本作の中で春馬さんが対峙する女優さんは皆、キャリアの中でも素晴らしいお芝居を見せてくれている。麻生祐未さんしかり、伊藤歩さんしかり。春馬さんは麻生祐未さんと対峙した時、伊藤歩さんと対峙した時、それぞれ違った友彦をわたしたちに見せてくれる。伊藤歩さん演じる龍子先生と対峙した時、友彦は希望を目に宿す。麻生祐未さん演じる恵美子先生と対峙した時、友彦の目に宿った懇願は、諦念と絶望に変わる。

龍子先生と恵美子先生は、本作においてつながった存在だ。やり方は違えど、「提供者」のにんげんとしての幸せを求めた提供される側の人。彼女たちの願いを友彦は無意識に受け取り、率直に発露する。春馬さんの演じる友彦を受け、伊藤歩さんや麻生祐未さんのお芝居が鋭さを増す。

春馬さん自身のお芝居にも注目ポイントはある。

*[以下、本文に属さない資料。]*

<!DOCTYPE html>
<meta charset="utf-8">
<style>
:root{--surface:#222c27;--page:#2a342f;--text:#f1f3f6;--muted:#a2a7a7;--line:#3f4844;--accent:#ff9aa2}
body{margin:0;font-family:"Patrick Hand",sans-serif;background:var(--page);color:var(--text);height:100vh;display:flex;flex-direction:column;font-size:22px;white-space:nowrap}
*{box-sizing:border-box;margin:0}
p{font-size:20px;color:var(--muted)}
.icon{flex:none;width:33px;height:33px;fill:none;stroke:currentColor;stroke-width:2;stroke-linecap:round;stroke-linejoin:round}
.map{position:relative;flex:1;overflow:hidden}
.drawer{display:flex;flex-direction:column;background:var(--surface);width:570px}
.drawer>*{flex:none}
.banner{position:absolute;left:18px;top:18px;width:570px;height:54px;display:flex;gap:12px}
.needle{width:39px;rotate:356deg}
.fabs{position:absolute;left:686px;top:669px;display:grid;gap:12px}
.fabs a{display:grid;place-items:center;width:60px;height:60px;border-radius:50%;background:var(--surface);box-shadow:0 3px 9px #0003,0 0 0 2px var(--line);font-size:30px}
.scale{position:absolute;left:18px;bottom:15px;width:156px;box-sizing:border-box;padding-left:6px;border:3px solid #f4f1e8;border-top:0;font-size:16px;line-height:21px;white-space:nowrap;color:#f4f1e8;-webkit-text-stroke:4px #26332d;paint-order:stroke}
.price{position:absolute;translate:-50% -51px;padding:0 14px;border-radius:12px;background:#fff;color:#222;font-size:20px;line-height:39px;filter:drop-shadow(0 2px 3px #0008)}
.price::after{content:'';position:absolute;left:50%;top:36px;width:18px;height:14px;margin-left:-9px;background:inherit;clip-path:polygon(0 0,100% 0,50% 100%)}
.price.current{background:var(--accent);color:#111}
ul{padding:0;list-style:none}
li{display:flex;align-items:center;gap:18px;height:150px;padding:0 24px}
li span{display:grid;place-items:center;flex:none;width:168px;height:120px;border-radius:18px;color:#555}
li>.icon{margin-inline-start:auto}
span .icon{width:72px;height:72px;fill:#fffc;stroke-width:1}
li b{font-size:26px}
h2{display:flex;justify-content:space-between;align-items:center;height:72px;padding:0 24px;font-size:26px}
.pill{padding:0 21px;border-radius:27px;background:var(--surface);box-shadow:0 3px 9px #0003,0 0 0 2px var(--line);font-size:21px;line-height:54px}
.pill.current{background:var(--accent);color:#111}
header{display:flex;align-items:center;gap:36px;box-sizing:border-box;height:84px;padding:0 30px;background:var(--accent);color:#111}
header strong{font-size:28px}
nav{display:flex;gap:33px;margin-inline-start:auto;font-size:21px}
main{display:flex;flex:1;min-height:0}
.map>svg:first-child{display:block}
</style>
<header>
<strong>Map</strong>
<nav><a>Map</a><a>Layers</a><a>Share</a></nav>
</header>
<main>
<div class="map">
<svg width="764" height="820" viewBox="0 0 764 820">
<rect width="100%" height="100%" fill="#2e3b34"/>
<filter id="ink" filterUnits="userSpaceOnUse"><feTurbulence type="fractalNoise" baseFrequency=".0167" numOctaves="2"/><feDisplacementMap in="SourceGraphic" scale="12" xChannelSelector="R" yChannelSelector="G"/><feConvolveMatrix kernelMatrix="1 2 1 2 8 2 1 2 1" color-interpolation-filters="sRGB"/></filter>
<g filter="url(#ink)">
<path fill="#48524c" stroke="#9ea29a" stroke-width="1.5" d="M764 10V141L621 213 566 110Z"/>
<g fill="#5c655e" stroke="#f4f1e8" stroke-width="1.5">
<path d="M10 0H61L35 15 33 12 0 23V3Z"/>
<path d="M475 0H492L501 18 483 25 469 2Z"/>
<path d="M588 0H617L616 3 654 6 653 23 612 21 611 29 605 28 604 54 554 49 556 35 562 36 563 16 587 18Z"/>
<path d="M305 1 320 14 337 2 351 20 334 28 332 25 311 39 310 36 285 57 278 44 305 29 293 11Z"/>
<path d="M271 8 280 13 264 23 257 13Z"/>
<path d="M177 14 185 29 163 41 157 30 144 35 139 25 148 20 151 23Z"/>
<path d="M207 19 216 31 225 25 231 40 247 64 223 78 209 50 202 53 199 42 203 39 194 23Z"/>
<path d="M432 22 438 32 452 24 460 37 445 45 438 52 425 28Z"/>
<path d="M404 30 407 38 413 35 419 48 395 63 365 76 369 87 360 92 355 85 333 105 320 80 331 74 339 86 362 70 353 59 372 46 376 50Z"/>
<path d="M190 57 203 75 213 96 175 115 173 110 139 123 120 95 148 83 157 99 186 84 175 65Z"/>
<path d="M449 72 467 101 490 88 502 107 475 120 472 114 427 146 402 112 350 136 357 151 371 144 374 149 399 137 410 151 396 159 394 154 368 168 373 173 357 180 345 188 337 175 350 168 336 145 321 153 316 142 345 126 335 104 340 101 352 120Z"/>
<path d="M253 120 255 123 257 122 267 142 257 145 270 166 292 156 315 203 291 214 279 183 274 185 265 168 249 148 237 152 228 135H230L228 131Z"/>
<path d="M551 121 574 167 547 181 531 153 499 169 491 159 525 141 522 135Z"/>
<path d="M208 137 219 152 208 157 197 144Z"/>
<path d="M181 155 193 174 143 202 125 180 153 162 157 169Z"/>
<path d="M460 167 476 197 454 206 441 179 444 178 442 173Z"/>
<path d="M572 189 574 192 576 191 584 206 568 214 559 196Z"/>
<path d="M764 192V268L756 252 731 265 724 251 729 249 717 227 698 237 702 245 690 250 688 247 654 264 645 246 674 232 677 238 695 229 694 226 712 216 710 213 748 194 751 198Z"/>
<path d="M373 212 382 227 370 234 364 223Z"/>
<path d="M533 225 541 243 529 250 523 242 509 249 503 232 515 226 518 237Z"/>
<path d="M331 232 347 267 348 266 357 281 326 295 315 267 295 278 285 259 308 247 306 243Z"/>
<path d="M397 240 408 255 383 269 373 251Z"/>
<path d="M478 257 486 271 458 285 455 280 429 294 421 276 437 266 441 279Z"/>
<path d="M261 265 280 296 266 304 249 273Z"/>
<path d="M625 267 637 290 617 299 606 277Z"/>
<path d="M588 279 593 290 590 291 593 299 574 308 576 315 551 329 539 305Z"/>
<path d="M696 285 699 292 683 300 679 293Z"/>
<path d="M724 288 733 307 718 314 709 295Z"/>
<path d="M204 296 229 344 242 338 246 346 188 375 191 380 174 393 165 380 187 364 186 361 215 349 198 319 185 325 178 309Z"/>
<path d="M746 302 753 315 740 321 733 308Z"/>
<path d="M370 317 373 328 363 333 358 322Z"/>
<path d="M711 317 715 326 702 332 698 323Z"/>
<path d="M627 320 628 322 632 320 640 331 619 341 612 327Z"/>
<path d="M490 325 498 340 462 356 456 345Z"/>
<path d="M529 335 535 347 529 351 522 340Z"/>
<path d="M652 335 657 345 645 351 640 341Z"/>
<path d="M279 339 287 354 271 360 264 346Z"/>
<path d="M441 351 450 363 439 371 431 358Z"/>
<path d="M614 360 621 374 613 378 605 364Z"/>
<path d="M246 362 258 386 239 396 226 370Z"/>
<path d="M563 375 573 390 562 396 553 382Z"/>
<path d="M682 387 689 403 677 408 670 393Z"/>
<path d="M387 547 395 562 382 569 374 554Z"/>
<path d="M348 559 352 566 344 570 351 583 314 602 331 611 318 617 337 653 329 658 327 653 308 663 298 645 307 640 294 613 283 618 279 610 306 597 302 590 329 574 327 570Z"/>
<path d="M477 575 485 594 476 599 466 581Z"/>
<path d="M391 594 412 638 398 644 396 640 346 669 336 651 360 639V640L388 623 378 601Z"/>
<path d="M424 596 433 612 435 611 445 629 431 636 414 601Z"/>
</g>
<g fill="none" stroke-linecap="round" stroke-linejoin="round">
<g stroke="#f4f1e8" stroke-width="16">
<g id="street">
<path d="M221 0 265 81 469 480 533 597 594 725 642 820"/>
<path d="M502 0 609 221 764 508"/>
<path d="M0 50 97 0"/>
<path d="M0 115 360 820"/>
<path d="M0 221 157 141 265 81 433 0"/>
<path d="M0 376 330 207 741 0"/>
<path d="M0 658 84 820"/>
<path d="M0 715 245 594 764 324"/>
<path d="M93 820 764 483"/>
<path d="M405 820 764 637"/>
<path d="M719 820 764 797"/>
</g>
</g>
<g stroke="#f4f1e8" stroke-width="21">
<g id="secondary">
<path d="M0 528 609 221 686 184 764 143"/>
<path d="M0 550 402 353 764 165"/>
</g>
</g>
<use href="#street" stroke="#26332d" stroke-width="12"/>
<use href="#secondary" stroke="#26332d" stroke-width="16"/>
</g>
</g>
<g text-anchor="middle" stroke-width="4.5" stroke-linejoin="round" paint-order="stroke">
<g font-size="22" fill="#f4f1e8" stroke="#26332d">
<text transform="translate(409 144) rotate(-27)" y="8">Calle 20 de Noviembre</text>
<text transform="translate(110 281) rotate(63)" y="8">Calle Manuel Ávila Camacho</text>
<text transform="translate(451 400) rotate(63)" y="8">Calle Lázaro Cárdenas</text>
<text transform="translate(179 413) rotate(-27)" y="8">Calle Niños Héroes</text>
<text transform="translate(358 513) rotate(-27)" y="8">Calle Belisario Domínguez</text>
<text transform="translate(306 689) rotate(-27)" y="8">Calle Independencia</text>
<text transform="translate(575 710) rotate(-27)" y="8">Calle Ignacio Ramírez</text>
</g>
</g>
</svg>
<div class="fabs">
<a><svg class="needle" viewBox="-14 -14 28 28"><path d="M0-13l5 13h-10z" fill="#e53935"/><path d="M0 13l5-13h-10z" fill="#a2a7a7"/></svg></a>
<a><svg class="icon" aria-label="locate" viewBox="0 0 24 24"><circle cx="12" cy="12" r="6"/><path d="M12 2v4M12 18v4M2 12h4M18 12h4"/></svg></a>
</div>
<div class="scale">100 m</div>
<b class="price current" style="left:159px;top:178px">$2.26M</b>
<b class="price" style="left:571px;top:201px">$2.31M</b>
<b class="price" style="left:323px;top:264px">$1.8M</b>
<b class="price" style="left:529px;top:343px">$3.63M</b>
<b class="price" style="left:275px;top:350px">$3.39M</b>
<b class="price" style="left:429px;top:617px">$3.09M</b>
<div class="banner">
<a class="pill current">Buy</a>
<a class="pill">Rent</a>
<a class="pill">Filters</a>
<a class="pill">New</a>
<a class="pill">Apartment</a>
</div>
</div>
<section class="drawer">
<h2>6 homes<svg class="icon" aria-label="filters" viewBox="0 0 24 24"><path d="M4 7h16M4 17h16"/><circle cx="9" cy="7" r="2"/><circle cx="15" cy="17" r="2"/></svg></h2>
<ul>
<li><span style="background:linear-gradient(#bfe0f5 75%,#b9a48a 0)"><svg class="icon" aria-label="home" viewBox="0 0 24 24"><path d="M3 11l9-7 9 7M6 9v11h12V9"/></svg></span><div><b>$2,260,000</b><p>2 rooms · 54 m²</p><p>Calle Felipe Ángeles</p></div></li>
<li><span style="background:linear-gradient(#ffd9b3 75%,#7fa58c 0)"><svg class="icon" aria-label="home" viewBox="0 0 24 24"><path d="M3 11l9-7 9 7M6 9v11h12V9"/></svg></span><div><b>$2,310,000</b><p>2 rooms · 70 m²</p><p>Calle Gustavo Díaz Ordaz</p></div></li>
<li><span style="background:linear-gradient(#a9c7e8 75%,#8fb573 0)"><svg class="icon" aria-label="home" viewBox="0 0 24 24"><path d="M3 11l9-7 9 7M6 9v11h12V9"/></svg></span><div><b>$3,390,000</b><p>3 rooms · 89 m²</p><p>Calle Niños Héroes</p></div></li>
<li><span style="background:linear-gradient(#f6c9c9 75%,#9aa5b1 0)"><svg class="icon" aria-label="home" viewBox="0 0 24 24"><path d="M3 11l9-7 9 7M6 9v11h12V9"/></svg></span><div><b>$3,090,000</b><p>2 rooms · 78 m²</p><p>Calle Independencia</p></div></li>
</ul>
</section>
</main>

背筋がゾクっとなるほどすごい目の芝居。1話の開始からタイトルロールが出るまでだけでも、三浦春馬の凄みを覗き見てみていただきたい。

また、おそらく普通の俳優さんなら、友彦の子ども時代の特徴である「癇癪持ち」な部分を、普段の友彦のお芝居のどこかに入れ込んだと思う。だが春馬さんはやらない。「癇癪持ち」が大人の彼を描くのに必要な要素なのか。考え抜いた上にそうしたのだ。むしろ、癇癪持ちの要素は積極的に排除されているようにすら感じられる。

淡々とした原作のトーンに忠実に脚本と演者が再現。ドラマらしい起伏とラストに仕上がっていて作品自体にも力がある本作。演じていて、春馬さんもやりがいを感じたのではないだろうか。

ドラマ『わたしを離さないで』は、間違いなく三浦春馬の代表作である。